[Required action]
All entries below are to be duplicated verbatim.

[Records to process]
_ _ _ _ _

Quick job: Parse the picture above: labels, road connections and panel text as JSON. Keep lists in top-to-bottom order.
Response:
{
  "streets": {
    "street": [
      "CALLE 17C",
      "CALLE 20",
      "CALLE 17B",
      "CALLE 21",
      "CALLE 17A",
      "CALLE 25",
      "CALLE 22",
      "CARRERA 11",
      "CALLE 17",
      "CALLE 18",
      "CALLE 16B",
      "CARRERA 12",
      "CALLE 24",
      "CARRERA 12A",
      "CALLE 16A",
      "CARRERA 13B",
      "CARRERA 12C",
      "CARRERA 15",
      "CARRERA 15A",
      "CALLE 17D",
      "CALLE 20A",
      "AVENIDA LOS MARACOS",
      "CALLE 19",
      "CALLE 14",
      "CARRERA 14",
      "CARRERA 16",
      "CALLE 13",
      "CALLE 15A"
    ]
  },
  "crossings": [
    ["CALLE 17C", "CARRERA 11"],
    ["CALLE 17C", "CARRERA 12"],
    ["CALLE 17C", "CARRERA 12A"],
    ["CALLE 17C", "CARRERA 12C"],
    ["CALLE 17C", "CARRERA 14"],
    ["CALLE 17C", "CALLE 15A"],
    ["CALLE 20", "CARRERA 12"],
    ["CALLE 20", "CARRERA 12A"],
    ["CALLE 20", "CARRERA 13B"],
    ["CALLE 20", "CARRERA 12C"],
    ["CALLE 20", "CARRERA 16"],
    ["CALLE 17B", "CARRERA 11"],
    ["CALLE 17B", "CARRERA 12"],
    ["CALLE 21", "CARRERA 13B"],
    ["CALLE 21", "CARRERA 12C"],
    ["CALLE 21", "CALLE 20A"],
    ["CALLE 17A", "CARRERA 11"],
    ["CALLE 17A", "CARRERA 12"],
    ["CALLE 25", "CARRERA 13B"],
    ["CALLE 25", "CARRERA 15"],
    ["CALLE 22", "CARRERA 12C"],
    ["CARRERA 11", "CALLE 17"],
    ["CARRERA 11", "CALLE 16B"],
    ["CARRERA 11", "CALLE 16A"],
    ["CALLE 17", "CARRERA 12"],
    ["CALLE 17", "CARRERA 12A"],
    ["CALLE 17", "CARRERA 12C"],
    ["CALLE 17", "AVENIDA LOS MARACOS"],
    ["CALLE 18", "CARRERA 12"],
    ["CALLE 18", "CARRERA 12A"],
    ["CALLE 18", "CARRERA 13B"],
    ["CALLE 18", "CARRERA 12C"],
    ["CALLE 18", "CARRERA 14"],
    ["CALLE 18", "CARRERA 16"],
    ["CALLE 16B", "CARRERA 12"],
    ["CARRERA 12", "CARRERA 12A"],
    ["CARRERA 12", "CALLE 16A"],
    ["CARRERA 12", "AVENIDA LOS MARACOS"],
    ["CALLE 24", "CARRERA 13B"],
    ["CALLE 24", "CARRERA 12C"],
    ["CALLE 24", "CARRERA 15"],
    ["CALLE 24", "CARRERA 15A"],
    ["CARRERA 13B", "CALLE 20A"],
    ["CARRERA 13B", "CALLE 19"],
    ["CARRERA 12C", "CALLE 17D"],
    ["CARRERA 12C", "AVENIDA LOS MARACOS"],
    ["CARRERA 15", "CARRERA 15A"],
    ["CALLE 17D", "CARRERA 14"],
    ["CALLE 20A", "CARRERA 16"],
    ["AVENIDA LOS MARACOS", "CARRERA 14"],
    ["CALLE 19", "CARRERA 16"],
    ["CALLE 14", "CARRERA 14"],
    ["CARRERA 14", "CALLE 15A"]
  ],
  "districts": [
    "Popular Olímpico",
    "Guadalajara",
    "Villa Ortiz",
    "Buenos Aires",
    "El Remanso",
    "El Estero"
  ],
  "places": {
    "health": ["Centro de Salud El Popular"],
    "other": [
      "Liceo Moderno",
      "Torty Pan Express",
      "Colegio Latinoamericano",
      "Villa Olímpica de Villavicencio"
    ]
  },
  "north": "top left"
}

_ _ _ _ _

[Exercise result]
Quick job: Parse the picture above: labels, road connections and panel text as JSON. Keep lists in top-to-bottom order.
Response:
{
  "streets": {
    "street": [
      "CALLE 17C",
      "CALLE 20",
      "CALLE 17B",
      "CALLE 21",
      "CALLE 17A",
      "CALLE 25",
      "CALLE 22",
      "CARRERA 11",
      "CALLE 17",
      "CALLE 18",
      "CALLE 16B",
      "CARRERA 12",
      "CALLE 24",
      "CARRERA 12A",
      "CALLE 16A",
      "CARRERA 13B",
      "CARRERA 12C",
      "CARRERA 15",
      "CARRERA 15A",
      "CALLE 17D",
      "CALLE 20A",
      "AVENIDA LOS MARACOS",
      "CALLE 19",
      "CALLE 14",
      "CARRERA 14",
      "CARRERA 16",
      "CALLE 13",
      "CALLE 15A"
    ]
  },
  "crossings": [
    ["CALLE 17C", "CARRERA 11"],
    ["CALLE 17C", "CARRERA 12"],
    ["CALLE 17C", "CARRERA 12A"],
    ["CALLE 17C", "CARRERA 12C"],
    ["CALLE 17C", "CARRERA 14"],
    ["CALLE 17C", "CALLE 15A"],
    ["CALLE 20", "CARRERA 12"],
    ["CALLE 20", "CARRERA 12A"],
    ["CALLE 20", "CARRERA 13B"],
    ["CALLE 20", "CARRERA 12C"],
    ["CALLE 20", "CARRERA 16"],
    ["CALLE 17B", "CARRERA 11"],
    ["CALLE 17B", "CARRERA 12"],
    ["CALLE 21", "CARRERA 13B"],
    ["CALLE 21", "CARRERA 12C"],
    ["CALLE 21", "CALLE 20A"],
    ["CALLE 17A", "CARRERA 11"],
    ["CALLE 17A", "CARRERA 12"],
    ["CALLE 25", "CARRERA 13B"],
    ["CALLE 25", "CARRERA 15"],
    ["CALLE 22", "CARRERA 12C"],
    ["CARRERA 11", "CALLE 17"],
    ["CARRERA 11", "CALLE 16B"],
    ["CARRERA 11", "CALLE 16A"],
    ["CALLE 17", "CARRERA 12"],
    ["CALLE 17", "CARRERA 12A"],
    ["CALLE 17", "CARRERA 12C"],
    ["CALLE 17", "AVENIDA LOS MARACOS"],
    ["CALLE 18", "CARRERA 12"],
    ["CALLE 18", "CARRERA 12A"],
    ["CALLE 18", "CARRERA 13B"],
    ["CALLE 18", "CARRERA 12C"],
    ["CALLE 18", "CARRERA 14"],
    ["CALLE 18", "CARRERA 16"],
    ["CALLE 16B", "CARRERA 12"],
    ["CARRERA 12", "CARRERA 12A"],
    ["CARRERA 12", "CALLE 16A"],
    ["CARRERA 12", "AVENIDA LOS MARACOS"],
    ["CALLE 24", "CARRERA 13B"],
    ["CALLE 24", "CARRERA 12C"],
    ["CALLE 24", "CARRERA 15"],
    ["CALLE 24", "CARRERA 15A"],
    ["CARRERA 13B", "CALLE 20A"],
    ["CARRERA 13B", "CALLE 19"],
    ["CARRERA 12C", "CALLE 17D"],
    ["CARRERA 12C", "AVENIDA LOS MARACOS"],
    ["CARRERA 15", "CARRERA 15A"],
    ["CALLE 17D", "CARRERA 14"],
    ["CALLE 20A", "CARRERA 16"],
    ["AVENIDA LOS MARACOS", "CARRERA 14"],
    ["CALLE 19", "CARRERA 16"],
    ["CALLE 14", "CARRERA 14"],
    ["CARRERA 14", "CALLE 15A"]
  ],
  "districts": [
    "Popular Olímpico",
    "Guadalajara",
    "Villa Ortiz",
    "Buenos Aires",
    "El Remanso",
    "El Estero"
  ],
  "places": {
    "health": ["Centro de Salud El Popular"],
    "other": [
      "Liceo Moderno",
      "Torty Pan Express",
      "Colegio Latinoamericano",
      "Villa Olímpica de Villavicencio"
    ]
  },
  "north": "top left"
}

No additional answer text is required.